"Będziemy bronić Kosowa, kolebki kultury serbskiej" - ślubowali w cerkwi ochotnicy z organizacji Straż Księcia Łazarza. I zapowiedzieli walkę zbrojną, jeśli Albańczycy proklamują niepodległość Kosowa. Dodali, że na sygnał do walki czeka 5 tys. ochotników, głównie weteranów wojen bałkańskich w latach 90.

"To zgromadzenie to pierwszy strzał oddany przeciwko tym, którzy myślą że mogą nam odebrać Kosowo" - powiedział Hadzi Andrej Milic, szef Straży Księcia Łazarza.

Sama nazwa organizacji ochotników do walki o Kosowo nie jest przypadkowa. Serbski książę Łazarz walczył na Kosowym Polu w 1389 r. Został pojmany i ścięty przez Turków, a dziś jest bohaterem nacjonalistów z Serbii.

Tuż po ślubowaniu w cerkwi policja zatrzymała 29 osób. Dlatego, że mieli na sobie koszulki ze znakami Jednostek Operacji Specjalnych (JSO), nazwanych "czerwonymi beretami". A członkowie JSO są oskarżani o zabójstwo premiera Zorana Djindjicia w 2003 r. i powiązania z mafią.

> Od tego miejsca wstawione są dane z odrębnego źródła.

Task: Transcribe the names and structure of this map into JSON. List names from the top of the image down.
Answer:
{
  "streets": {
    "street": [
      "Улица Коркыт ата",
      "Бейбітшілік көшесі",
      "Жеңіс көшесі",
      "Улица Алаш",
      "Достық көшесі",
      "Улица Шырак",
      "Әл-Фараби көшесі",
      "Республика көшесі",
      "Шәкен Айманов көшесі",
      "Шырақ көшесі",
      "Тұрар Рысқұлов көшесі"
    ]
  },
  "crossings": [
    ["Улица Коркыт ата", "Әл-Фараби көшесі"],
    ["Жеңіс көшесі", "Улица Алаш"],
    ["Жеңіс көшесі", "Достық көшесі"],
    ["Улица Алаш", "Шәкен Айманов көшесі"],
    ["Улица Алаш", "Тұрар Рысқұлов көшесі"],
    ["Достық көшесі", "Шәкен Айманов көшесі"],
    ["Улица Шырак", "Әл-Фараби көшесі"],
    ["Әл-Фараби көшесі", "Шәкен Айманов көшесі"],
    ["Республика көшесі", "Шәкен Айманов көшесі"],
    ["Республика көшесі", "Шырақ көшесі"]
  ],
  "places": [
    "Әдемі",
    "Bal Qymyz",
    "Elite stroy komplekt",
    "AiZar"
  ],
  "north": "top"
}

Kosowo od 1999 roku jest zarządzane przez ONZ, ale formalnie należy do Serbii. Jeszcze w tym miesiącu o niepodległości albańskiej prowincji będzie rozmawiać Rada Bezpieczeństwa ONZ. Mimo sprzeciwu Rosji, Chin i samej Serbii. Niepodległości dla Kosowa chcą głównie USA.